El deseo seguía ahí, latente. Sin embargo yo no era capaz de verlo. Mi cuerpo dejó de sentir… los orgasmos, tanto físicos como emocionales, se convirtieron en un vago recuerdo en muy poco tiempo.

La primavera, la exaltación de la juventud, la estación de las flores y la lluvia, el momento del erotismo enamorado… tuvo que mantenerse en cuarentena. Distancia de seguridad. Mascarillas e imposibilidad de rozar otros labios que no sean los tuyos propios. Los amantes dejaron de ser amantes físicos para convertirse en amantes virtuales. Algunos se vieron obligados a dejar de llamarse «amantes» porque el propio amor que les unió en un principio desapareció.
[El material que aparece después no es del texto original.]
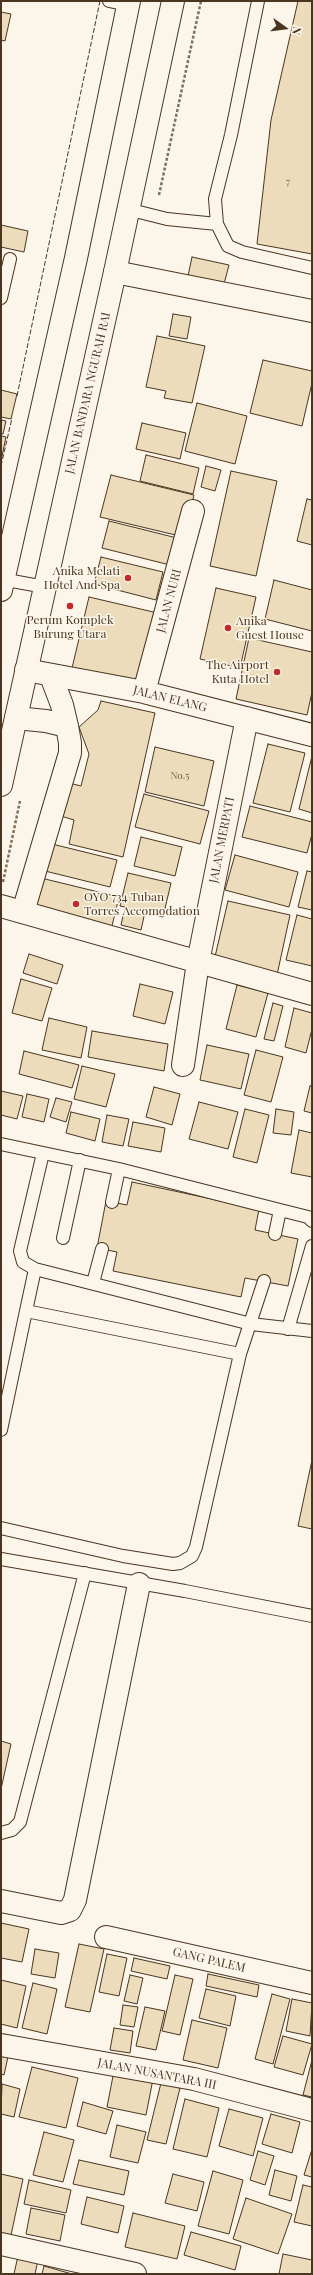 <!DOCTYPE html>
<html>
<head>
<meta charset="utf-8">
<style>
  body { margin:0 }
  #map { position:relative; width:313px; height:2275px; overflow:hidden; background:#fbf6e9; font-family:"Playfair Display",serif }
  canvas { display:block }
  .frame { position:absolute; inset:0; border:2px solid #4a3520; pointer-events:none }
  .north { position:absolute; left:265px; top:8px; width:40px; height:40px; -webkit-text-stroke:3px #fbf6e9; paint-order:stroke; rotate:104deg; font-size:11px; font-weight:700; line-height:16px; text-align:center; color:#4a3520 }
  .north::after { content:''; display:block; margin:auto; width:14px; height:18px; background:#4a3520; clip-path:polygon(50% 0,100% 100%,50% 72%,0 100%) }
</style>
</head>
<body>
<div id="map">
<canvas width="313" height="2275"></canvas>
<div class="frame"></div>
<div class="north">N</div>
</div>
<script>
const c = document.querySelector('canvas').getContext('2d');
c.lineJoin = 'round';
function paint(path, color) { c.fillStyle = color; c.fill(path, 'evenodd'); }
const poly = rows => new Path2D(rows.map(r => 'M' + r).join(''));
function stroke(path, color, width, dash) { c.strokeStyle = color; c.lineWidth = width; c.lineCap = dash ? 'butt' : 'round'; c.setLineDash(dash || []); c.stroke(path); }
function label(font, color, halo, rows, align = 'center') {
  c.font = font + ' "Playfair Display",serif'; c.lineWidth = 3; c.setLineDash([]); c.textBaseline = 'middle'; c.strokeStyle = halo; c.fillStyle = color; for (const [text, x, y, turn = 0] of rows) {
    c.save(); c.translate(x, y); c.rotate((+turn || 0) * Math.PI / 180); c.textAlign = isNaN(turn) ? turn : align; if (halo) c.strokeText(text, 0, 0); c.fillText(text, 0, 0); c.restore();
  }
}
const building = poly([
  [298,1,312,1,312,254,257,244,271,120,298,1],
  [1,12,11,14,5,41,1,40,1,12],
  [1,225,28,231,24,252,1,247,1,225],
  [192,257,229,265,224,284,188,276,192,257],
  [173,314,191,317,187,339,169,336,173,314],
  [157,336,205,346,192,403,164,398,166,391,146,387,157,336],
  [263,360,312,371,312,383,302,426,250,413,263,360],
  [1,390,17,394,11,419,1,417,1,390],
  [197,403,247,416,235,464,185,451,197,403],
  [1,420,6,421,3,434,1,434,1,420],
  [142,423,186,433,180,459,136,449,142,423],
  [1,436,6,437,1,461,1,436],
  [146,455,199,468,193,494,140,481,146,455],
  [206,466,221,470,215,491,201,487,206,466],
  [231,471,277,481,256,576,210,566,231,471],
  [111,475,194,495,184,537,100,517,111,475],
  [307,499,312,500,312,545,297,541,307,499],
  [109,521,177,538,170,565,102,548,109,521],
  [101,557,163,572,156,600,94,584,101,557],
  [274,580,312,590,312,631,265,619,274,580],
  [216,588,256,597,240,668,200,659,216,588],
  [89,597,162,614,146,686,72,668,89,597],
  [249,638,312,652,312,692,307,715,236,699,249,638],
  [101,701,155,713,123,857,69,844,74,820,61,816,69,783,81,786,89,754,79,727,98,710,101,701],
  [268,744,305,753,290,812,253,803,268,744],
  [155,747,214,761,204,806,145,792,155,747],
  [312,756,312,813,299,809,312,756],
  [144,794,209,811,200,844,135,827,144,794],
  [250,806,312,822,312,834,307,853,242,837,250,806],
  [141,837,182,847,175,876,134,866,141,837],
  [52,844,117,860,110,887,45,871,52,844],
  [235,855,298,872,289,907,225,890,235,855],
  [307,871,312,872,312,910,298,907,307,871],
  [128,873,171,883,163,917,145,912,141,930,121,925,125,907,120,906,128,873],
  [41,878,119,897,111,930,33,911,41,878],
  [228,901,290,915,277,975,214,961,228,901],
  [297,915,312,919,312,966,286,960,297,915],
  [29,954,63,965,57,984,23,973,29,954],
  [21,979,52,988,42,1021,12,1013,21,979],
  [140,984,173,992,165,1024,133,1016,140,984],
  [237,985,268,993,256,1037,226,1029,237,985],
  [273,1003,283,1006,274,1041,264,1039,273,1003],
  [294,1008,312,1013,312,1029,306,1053,285,1047,294,1008],
  [49,1018,87,1027,81,1058,42,1050,49,1018],
  [92,1031,168,1044,164,1071,88,1057,92,1031],
  [207,1045,249,1054,241,1089,200,1080,207,1045],
  [256,1050,283,1057,271,1102,244,1095,256,1050],
  [24,1051,79,1065,72,1088,19,1074,24,1051],
  [82,1066,115,1074,106,1107,74,1099,82,1066],
  [310,1086,312,1086,312,1113,304,1111,310,1086],
  [154,1087,180,1094,172,1125,146,1117,154,1087],
  [1,1091,23,1096,17,1119,1,1115,1,1091],
  [27,1094,49,1099,44,1122,22,1117,27,1094],
  [56,1098,72,1102,66,1122,50,1117,56,1098],
  [199,1102,238,1112,228,1149,189,1139,199,1102],
  [245,1109,269,1115,257,1163,233,1157,245,1109],
  [276,1109,294,1112,291,1135,273,1133,276,1109],
  [71,1112,100,1119,95,1141,66,1133,71,1112],
  [107,1115,129,1119,123,1146,102,1142,107,1115],
  [133,1122,165,1128,161,1152,128,1146,133,1122],
  [299,1130,312,1133,312,1177,291,1173,299,1130],
  [132,1182,259,1209,255,1230,298,1239,288,1286,245,1278,241,1297,113,1271,117,1252,97,1248,106,1201,127,1205,132,1182],
  [312,1460,312,1529,298,1526,312,1460],
  [1,1741,11,1744,1,1789,1,1741],
  [1,1923,29,1929,22,1962,1,1958,1,1923],
  [79,1944,104,1949,90,2012,65,2007,79,1944],
  [35,1949,59,1953,55,1978,31,1974,35,1949],
  [107,1954,127,1958,119,1996,99,1992,107,1954],
  [134,1958,170,1966,167,1979,131,1971,134,1958],
  [208,1974,259,1985,257,1997,206,1986,208,1974],
  [130,1975,143,1978,137,2004,124,2001,130,1975],
  [175,1975,193,1979,180,2035,162,2031,175,1975],
  [1,1980,26,1986,17,2028,1,2024,1,1980],
  [33,1983,57,1989,47,2034,22,2028,33,1983],
  [206,1989,236,1996,230,2026,199,2018,206,1989],
  [272,1994,290,1999,273,2064,255,2059,272,1994],
  [292,1999,312,2003,310,2036,286,2031,292,1999],
  [123,2005,138,2007,134,2027,120,2025,123,2005],
  [145,2007,165,2011,156,2050,136,2046,145,2007],
  [192,2020,227,2028,218,2068,183,2060,192,2020],
  [114,2028,133,2031,130,2053,110,2050,114,2028],
  [283,2036,312,2044,303,2075,274,2067,283,2036],
  [1,2050,9,2052,4,2075,1,2074,1,2050],
  [312,2060,312,2097,303,2095,312,2060],
  [32,2067,78,2078,66,2128,19,2117,32,2067],
  [114,2071,153,2079,146,2115,107,2107,114,2071],
  [161,2083,180,2088,166,2144,147,2140,161,2083],
  [2,2084,20,2089,14,2117,1,2114,2,2084],
  [185,2099,219,2108,207,2157,173,2149,185,2099],
  [83,2102,113,2111,106,2134,77,2126,83,2102],
  [229,2109,263,2118,253,2156,219,2146,229,2109],
  [271,2114,300,2122,292,2153,262,2144,271,2114],
  [117,2125,146,2132,138,2163,110,2157,117,2125],
  [44,2132,74,2140,63,2182,33,2175,44,2132],
  [312,2149,312,2177,304,2175,312,2149],
  [258,2151,274,2156,265,2185,250,2180,258,2151],
  [79,2160,129,2171,124,2195,73,2184,79,2160],
  [275,2170,297,2176,291,2201,269,2195,275,2170],
  [213,2171,243,2180,229,2234,198,2226,213,2171],
  [1,2174,23,2179,11,2235,1,2233,1,2174],
  [173,2174,204,2182,197,2211,165,2203,173,2174],
  [29,2180,71,2190,66,2213,24,2204,29,2180],
  [303,2185,312,2187,312,2226,294,2222,303,2185],
  [87,2197,124,2206,118,2233,81,2224,87,2197],
  [246,2198,292,2214,278,2254,233,2239,246,2198],
  [31,2208,65,2215,60,2241,26,2234,31,2208],
  [133,2213,185,2226,177,2259,125,2247,133,2213],
  [191,2232,241,2246,235,2270,184,2255,191,2232],
  [283,2254,312,2260,312,2274,279,2274,283,2254],
  [18,2256,38,2260,35,2274,14,2274,18,2256],
  [44,2266,72,2274,42,2274,44,2266]
]);
const path = poly([
  [159,195,201,1],
  [3,882,20,801]
]);
const service = poly([
  [109,1,128,5],
  [258,1,231,135,215,199,217,224,228,246,242,252,312,268],
  [127,209,167,219,217,224],
  [1,298,10,259],
  [1,579,45,587],
  [1,1144,119,1169,280,1210],
  [43,1153,20,1251,23,1262,35,1269,251,1324,312,1331],
  [112,1202,119,1169],
  [275,1234,280,1210,308,1217,312,1221],
  [63,1238,80,1160],
  [93,1283,102,1249],
  [26,1311,35,1269],
  [288,1329,312,1246],
  [1,1430,26,1311,240,1354],
  [1,1528,123,1556,173,1564,180,1563,192,1556,196,1547,240,1354,264,1281],
  [1,1559,185,1591,312,1616],
  [1,1833,12,1830,20,1822,85,1573]
]);
const minor = poly([
  [115,272,312,311],
  [26,670,144,692,312,735],
  [51,676,62,705,67,726],
  [144,692,193,511],
  [16,718,46,721,67,726,70,743,70,753,23,912],
  [1,906,312,994],
  [183,1065,198,962,247,718],
  [1,1901,61,1913,70,1910,75,1900,139,1584],
  [106,1937,312,1983],
  [1,2045,194,2079,312,2110],
  [1,2244,135,2274]
]);
const tertiary = poly([
  [1,590,76,258,129,1],
  [1,785,115,272,173,1]
]);
const fence = poly([
  [17,396,100,1],
  [1,466,12,418]
]);
const markers = [
  [128,578,4,"#c62828"],
  [70,606,4,"#c62828"],
  [228,628,4,"#c62828"],
  [277,672,4,"#c62828"],
  [76,904,4,"#c62828"]
];
const numberNames = [
  ["7",288,182],
  ["No.5",180,776]
];
const streetNames = [
  ["JALAN BANDARA NGURAH RAI",88,393,-77],
  ["JALAN NURI",169,601,-75],
  ["JALAN ELANG",170,699,14],
  ["JALAN MERPATI",222,840,-79],
  ["GANG PALEM",209,1960,13],
  ["JALAN NUSANTARA III",157,2074,11]
];
const poiNames = [
  ["Anika Melati",120,571],
  ["Hotel And Spa",120,585],
  ["Perum Komplek",70,620,"center"],
  ["Burung Utara",70,634,"center"],
  ["Anika",236,621,"left"],
  ["Guest House",236,635,"left"],
  ["The Airport",269,665],
  ["Kuta Hotel",269,679],
  ["OYO 734 Tuban",84,897,"left"],
  ["Torres Accomodation",84,911,"left"]
];
paint(building, '#ecdcbc');
stroke(building, '#4a3520', 1);
stroke(service, '#4a3520', 14);
stroke(minor, '#4a3520', 24);
stroke(tertiary, '#4a3520', 24);
stroke(path, '#7f6f5c', 2.5, [3, 2]);
stroke(service, '#fbf6e9', 12);
stroke(minor, '#fbf6e9', 22);
stroke(tertiary, '#fbf6e9', 22);
stroke(fence, '#4a3520', 1, [5, 2]);
for (const [x, y, r, color] of markers) { const dot = new Path2D(); dot.arc(x, y, r, 0, 2 * Math.PI); c.fillStyle = color; c.fill(dot); stroke(dot, '#fbf6e9', 1.5); }
label('10px', '#725f47', null, numberNames);
label('12px', '#4a3520', '#fbf6e9', streetNames);
label('12px', '#4a3520', '#fbf6e9', poiNames, 'right');
</script>
</body>
</html>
Mi cuerpo seguía siendo mío. Estaba aislada. Estaba vacía. No tenía vida (más bien no era consciente de que yo seguía viva y debía luchar por salir del pozo en el que estaba metida). Aunque mi cuerpo seguía siendo mío, dejé de alimentarle de deseo. Dejé de acariciarme. Dejé de darme besos. Dejé de cuidarme. Dejé a mi propio cuerpo encerrado tras la puerta de la soledad.

No sé cómo. Pero el milagro vino a mí. Me salvó. Empecé a darme cuenta de la injusticia que había cometido contra mi cuerpo: le había abandonado. Me había abandonado a mí misma.

Hoy quiero darle las gracias al destino. Ojalá pudiera gritar su nombre en voz alta.

— ¿Qué sería la vida sin el secretismo de la poesía?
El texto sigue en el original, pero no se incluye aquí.